The Outpost Movie Review: A nondescript outpost situated in a valley surrounded by three imposing mountains of Afghanistan was an easy target for Taliban militants. The contingent of American soldiers at the outpost knew this all too well and the terrorists used every opportunity to create trouble for the US Army. They launched regular attacks from their natural vantage point of being on the top of the mountains, but so far the attacks hadn’t been fatalistic. For American soldiers, this was an everyday occurrence and a local Afghani man named Mohammed (Sharif Dorani) helped the army negotiate with the locals and often warned them of the impending attacks too. But he would be often told off, saying he’s always crying wolf. Until one day, scores of Taliban militants wearing Pathanis and carrying assault rifles launch a diabolical attack on the outpost, leading to one of the bloodiest battles in the mountains. It was a battle that saw a small contingent of American soldiers valiantly fight the enemy with limited resources and heroes, who took down countless terrorists before they fell.
At the very outset, director Rod Lurie introduces us to a battery of his soldiers with their character names flashing on the screen. While it may seem daunting to remember so many names and titles, each character is so well etched into the narrative that no one feels left out in the larger picture. The camaraderie and the spurts of conflicts among the soldiers is effective and organically told. And so is the humane side of the American soldiers, as they are often shown stealing fleeting moments to connect with their loves ones back home amidst a very clear and present danger from the enemy. As far war films go, ‘The Outpost’ has one of the finest build ups and a lot of realism in the way each event is constructed under different captains.
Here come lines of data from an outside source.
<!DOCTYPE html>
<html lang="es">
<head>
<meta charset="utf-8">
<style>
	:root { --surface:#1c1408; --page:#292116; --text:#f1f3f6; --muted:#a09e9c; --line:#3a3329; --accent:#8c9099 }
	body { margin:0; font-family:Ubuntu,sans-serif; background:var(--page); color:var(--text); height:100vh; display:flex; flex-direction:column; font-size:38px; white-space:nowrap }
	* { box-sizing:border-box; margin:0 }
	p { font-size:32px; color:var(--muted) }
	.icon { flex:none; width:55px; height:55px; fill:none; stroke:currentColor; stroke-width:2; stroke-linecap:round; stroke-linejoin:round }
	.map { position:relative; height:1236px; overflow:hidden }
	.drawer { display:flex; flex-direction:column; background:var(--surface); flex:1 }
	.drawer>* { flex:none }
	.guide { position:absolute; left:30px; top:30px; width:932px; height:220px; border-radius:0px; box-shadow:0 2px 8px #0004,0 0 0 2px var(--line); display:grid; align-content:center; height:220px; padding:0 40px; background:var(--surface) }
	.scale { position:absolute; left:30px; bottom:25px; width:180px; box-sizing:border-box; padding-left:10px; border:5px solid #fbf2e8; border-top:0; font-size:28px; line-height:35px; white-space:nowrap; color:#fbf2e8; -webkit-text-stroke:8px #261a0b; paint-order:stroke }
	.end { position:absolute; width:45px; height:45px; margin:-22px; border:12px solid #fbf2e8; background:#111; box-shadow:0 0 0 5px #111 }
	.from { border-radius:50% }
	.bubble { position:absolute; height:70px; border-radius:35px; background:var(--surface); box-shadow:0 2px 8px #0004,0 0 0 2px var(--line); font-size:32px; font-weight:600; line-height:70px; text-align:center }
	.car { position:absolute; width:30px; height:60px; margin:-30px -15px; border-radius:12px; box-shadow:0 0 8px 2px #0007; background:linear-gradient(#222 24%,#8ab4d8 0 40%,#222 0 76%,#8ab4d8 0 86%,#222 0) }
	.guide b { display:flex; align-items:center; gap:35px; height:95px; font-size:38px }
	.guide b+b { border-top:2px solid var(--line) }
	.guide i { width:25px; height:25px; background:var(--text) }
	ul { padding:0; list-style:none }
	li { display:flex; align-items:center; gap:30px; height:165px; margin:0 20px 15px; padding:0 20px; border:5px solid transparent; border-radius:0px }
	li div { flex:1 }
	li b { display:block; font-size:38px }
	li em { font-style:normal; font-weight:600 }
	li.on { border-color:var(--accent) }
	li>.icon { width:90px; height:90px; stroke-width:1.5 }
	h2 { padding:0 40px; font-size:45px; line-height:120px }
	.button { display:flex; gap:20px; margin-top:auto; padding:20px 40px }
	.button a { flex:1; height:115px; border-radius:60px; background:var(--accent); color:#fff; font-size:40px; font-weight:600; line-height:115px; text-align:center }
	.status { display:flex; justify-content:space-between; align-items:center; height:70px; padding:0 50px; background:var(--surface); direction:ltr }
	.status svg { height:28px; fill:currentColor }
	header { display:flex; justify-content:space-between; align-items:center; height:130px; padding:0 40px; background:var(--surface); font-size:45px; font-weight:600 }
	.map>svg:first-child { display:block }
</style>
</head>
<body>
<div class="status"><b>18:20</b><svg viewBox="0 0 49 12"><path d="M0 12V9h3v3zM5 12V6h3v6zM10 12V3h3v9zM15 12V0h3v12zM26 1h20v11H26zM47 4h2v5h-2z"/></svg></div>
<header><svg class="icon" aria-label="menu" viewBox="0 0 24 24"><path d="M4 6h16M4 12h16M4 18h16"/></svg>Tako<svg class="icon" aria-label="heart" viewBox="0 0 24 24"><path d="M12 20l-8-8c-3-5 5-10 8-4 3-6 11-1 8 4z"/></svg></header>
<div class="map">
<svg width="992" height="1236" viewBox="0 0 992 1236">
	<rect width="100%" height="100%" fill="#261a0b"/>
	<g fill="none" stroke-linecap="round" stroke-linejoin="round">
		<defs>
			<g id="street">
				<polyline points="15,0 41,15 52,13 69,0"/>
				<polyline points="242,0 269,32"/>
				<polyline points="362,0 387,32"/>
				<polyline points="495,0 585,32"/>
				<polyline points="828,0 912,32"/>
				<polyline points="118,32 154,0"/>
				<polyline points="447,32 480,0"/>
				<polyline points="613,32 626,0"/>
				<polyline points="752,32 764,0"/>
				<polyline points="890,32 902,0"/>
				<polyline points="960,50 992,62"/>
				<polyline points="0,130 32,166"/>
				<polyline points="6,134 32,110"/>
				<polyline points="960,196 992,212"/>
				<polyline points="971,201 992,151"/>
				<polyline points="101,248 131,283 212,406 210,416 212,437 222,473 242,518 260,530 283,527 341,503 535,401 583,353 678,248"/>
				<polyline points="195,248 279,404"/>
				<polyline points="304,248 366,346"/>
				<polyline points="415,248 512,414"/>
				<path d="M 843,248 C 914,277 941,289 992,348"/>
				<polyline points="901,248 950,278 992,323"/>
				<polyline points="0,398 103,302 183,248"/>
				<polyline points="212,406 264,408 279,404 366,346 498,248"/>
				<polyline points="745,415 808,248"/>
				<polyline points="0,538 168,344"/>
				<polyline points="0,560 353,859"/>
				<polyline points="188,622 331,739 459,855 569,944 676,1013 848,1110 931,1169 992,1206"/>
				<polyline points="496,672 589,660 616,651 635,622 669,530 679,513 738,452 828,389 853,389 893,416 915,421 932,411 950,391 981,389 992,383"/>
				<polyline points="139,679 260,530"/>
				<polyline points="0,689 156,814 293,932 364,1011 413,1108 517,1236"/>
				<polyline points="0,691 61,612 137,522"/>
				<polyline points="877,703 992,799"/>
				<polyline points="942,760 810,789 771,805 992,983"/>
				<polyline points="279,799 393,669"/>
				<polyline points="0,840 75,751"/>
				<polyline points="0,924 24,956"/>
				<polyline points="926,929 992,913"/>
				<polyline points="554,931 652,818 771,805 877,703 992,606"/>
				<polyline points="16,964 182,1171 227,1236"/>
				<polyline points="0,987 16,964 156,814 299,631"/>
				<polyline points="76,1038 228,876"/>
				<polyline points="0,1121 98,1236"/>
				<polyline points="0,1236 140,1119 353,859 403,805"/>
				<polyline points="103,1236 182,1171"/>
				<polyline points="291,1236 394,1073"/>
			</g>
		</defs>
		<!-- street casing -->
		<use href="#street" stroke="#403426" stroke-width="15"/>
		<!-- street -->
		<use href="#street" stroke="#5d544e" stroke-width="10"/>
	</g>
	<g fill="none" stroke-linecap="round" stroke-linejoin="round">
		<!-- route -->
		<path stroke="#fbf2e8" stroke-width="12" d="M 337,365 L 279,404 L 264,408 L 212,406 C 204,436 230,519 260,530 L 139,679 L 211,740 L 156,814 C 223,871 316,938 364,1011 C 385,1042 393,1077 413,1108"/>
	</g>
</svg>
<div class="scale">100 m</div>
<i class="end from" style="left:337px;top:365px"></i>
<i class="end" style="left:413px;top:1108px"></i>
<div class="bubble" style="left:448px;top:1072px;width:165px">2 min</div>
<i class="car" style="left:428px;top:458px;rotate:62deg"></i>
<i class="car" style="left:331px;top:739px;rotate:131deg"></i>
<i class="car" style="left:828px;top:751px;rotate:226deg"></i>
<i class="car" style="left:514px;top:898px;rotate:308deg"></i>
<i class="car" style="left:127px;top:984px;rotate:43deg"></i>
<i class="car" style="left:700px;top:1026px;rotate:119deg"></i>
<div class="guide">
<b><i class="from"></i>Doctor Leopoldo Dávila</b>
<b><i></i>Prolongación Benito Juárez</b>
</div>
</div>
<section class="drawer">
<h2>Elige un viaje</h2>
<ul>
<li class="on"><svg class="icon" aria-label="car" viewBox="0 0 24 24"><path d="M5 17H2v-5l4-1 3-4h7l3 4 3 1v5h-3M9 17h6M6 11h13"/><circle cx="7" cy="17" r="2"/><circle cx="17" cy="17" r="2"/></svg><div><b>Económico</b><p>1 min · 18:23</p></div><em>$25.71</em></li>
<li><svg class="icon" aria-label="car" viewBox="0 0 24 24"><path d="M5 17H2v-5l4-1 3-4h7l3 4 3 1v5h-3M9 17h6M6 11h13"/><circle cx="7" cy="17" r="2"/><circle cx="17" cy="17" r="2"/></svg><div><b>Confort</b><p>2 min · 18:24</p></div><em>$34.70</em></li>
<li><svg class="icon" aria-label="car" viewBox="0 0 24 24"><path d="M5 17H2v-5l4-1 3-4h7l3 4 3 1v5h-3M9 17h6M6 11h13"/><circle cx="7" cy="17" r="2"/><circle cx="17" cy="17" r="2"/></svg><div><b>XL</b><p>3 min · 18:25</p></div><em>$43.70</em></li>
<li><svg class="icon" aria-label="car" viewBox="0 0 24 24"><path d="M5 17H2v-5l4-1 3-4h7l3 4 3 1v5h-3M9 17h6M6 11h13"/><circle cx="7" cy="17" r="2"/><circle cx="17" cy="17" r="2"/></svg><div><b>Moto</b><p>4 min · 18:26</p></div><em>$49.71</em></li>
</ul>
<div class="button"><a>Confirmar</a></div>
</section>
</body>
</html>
Director Lurie puts his own experience as a military man and director of war-related TV shows to good use by serving up important flashpoints in an episodic format. Yet, he never disrupts the flow of the captivating screenplay from his Oscar winning team – Eric Johnson and Paul Tamasy. While the film is based on Jake Tapper’s book with almost the same name, it’s the exceptional retelling of a real story that counts.
Cinematically, ‘The Outpost’ is a superior product that reflects strong writing, moving performances, immersive action and technical expertise in bringing to life, a bloody event from the recent history. There are lingering combat scenes, shot in a single take that lend urgency and thrill, keeping us on the edge. And it is also equally saddening that this is no fiction. Each and every bullet fired (and there are tons of it) reflects the real horrors of a war that eventually no one wins.
Lurie puts together a rich ensemble of prolific actors, who successfully depict the horrors of the battle of Kamdesh, both emotionally and physically. Apart from the film’s most popular face Orlando Bloom (Captain Benjamin D. Keating), it’s Scott Eastwood, Milo Gibson and Jack Kesy who leave a lasting impact. But it is Caleb Landry Jones’ relentless and power-packed performance conveyed largely through his expressive face and eyes that truly underlines the valiance and the savagery of this blood-soaked battle. One of the soldiers SPC Daniel Rodriguez from the battle plays himself, taking its realism to a whole new level.